摘要: 多级评分可以提供更多关于被试的信息, 是计算机化自适应测验的一个发展方向, 选题策略是计算机化自适应测验的研究重点。对于多级评分的等级反应模型, 本文拟用区间估计的思想改进近期提出的几种选题策略, 并且将两级评分b-STR和a-STR推广到多级评分以改进最大信息量选题策略。Monte Carlo模拟实验表明在达到或接近原有选题策略测验精度的基础上, 本文提出的几种新选题策略有的能够有效降低测验长度, 有的可以极大降低项目曝光率。

关键词: 等级反应模型, 计算机化自适应测验, 选题策略, 区间估计, 多级评分b-STR

Abstract: Item selection strategy (ISS) is a core component in Computerized Adaptive Testing (CAT). Polytomous items can provide more information about examinee compared with dichotomous items, and adopting polytomously scored items in test is a research direction of CAT. As we know, the most widely used ISS is the maximum Fisher information (MFI) criterion, which raises concerns about cost-efficiency of the pool utilization and poses security risks for CAT programs.
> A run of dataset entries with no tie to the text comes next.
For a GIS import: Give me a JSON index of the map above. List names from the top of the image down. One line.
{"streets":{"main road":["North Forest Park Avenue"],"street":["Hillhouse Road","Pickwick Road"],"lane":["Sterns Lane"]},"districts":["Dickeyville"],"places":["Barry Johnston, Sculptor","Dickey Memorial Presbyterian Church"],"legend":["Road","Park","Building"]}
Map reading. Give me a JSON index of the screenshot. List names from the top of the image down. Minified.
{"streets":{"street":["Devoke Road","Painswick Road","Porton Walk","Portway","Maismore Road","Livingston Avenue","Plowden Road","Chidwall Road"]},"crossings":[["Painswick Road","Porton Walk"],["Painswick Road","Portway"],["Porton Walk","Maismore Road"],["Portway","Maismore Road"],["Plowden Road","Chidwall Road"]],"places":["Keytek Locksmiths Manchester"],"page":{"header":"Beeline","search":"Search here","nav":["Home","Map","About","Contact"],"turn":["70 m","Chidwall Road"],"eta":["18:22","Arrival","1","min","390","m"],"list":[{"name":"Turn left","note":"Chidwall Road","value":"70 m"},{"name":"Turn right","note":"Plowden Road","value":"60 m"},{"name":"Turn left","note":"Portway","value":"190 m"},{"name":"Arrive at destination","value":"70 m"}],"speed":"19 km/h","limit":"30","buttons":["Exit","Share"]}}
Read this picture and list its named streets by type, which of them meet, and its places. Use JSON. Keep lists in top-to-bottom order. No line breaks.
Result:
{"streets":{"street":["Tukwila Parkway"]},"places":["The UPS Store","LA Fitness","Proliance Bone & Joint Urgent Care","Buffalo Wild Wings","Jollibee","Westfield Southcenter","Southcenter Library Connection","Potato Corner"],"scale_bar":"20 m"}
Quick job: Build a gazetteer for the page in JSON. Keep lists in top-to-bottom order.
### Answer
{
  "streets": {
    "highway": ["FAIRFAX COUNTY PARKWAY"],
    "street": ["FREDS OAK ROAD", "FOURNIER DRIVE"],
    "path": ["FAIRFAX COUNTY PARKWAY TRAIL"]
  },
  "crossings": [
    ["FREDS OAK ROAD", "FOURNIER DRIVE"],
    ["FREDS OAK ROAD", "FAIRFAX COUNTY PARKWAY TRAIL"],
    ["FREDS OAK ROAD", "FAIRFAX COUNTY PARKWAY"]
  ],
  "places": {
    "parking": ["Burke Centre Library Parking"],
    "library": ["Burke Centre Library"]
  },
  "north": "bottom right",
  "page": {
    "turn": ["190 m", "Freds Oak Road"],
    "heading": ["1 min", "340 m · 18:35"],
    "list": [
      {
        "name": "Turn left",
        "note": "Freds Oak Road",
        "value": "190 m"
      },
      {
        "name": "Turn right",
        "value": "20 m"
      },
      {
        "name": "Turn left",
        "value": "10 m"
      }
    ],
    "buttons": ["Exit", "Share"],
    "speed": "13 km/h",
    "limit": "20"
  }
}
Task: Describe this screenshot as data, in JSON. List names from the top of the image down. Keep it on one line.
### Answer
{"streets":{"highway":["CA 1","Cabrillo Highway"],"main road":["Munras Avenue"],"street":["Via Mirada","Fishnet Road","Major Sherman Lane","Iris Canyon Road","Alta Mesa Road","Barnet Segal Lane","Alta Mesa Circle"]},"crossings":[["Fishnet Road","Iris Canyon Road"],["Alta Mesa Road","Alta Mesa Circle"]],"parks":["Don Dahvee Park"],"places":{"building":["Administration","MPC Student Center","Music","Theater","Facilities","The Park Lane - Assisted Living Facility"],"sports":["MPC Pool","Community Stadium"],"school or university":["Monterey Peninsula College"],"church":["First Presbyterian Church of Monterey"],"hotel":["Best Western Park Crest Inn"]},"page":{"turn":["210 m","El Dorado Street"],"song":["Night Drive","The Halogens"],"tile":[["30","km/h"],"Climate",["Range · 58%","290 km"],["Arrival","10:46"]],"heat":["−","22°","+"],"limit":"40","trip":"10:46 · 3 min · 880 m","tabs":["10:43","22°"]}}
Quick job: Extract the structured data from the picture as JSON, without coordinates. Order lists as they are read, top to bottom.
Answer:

Chang & Ying (1999) and Chang, Qian, & Ying (2001) proposed two alternative item selection procedures, the a-stratified method (a-STR) and the a-stratified with b blocking method (b-STR) based on dichotomous model, with the goal to remedy the problems of item overexposure and item underexposure produced by MFI. However, the technology of a-STR and b-STR is static because the items are stratified according to the given information at the beginning of test. Based on graded response model (GRM), a technique of the reduction dimensionality of difficulty (or step) parameters was employed to construct some ISSs recently. The limitation of this dimension reduction technique is that it loses a lot of information. Thus, in order to improve MFI, two new item selection methods are proposed based on GRM: (1) modify the technique of the reduction dimensionality of difficulty (or step) parameters by integrating the interval estimation; (2) dynamic a-STR and dynamic b-STR methods are implemented in the testing process. On one hand, these new ISSs can avoid and remedy the limitations of MFI and make good use of the advantages of the Fisher information function (FIF); FIF compresses all item parameters and ability parameters, so it is a comprehensive tool for all parameters in nature.On the other hand, the new ISSs employ the property that FIF could represent the inverse of the variance of the ability estimation, let ε be the square root of the reciprocal of the Fisher information, d be the absolute deviation between the estimate ability and the function of the parameters of an item, which may be chosen and could be changed during the course of CAT, the inequality of d<ε has the form of interval estimation, and its utility could be imaged as a more flexible shadow item pool.
A simulation study based on GRM was conducted. Four item pools of different structures were simulated, and 1000 examinees was generated and their abilities were randomly drawn from the standard normal distribution N (0,1). Each pool consists of 1000 polytomous items and the maximum score of each item was randomly selected from set {3, 4, 5, 6}. In this paper, we assume the prior distribution of ability is standard normal and the Bayesian expected a posteriori (EAP) is employed to estimate the ability parameter. The CAT test stopped when the accumulative information satisfies the pre-determined value M (M=16) or reaches the pre-assigned test length 30.
The results of the simulation study show that the new item selection methods required shorter test lengths and lower average exposure rates than the other methods, while maintaining the accuracy of ability estimation. More specifically, the new ISSs which applied the idea of the interval estimate were better than the correspondent ISS in terms of the Chi-square value. And the same effect appeared when comparing the dynamic a-STR and dynamic b-STR ISS with MFI. Some important results are also found by comparing different structure of item pool. The accuracy of ability estimation and item exposure rate were related to the distribution of the difficult parameters b, that is, the accuracy of ability estimation obtained from the condition in which b was sampled from N (0,1) was better than that when b was sampled from uniform distribution. The conclusion of item exposure rate is on the contrary. Also, the test length was related to the distribution of the discrimination parameter a, the test length required by the condition in which a was sampled from uniform distribution was shorter than that when the logarithm of a was sampled from N (0,1). In a word, in terms of controlling and balancing the item exposure, the new ISSs may gain an advantage over the former correspondent ISS.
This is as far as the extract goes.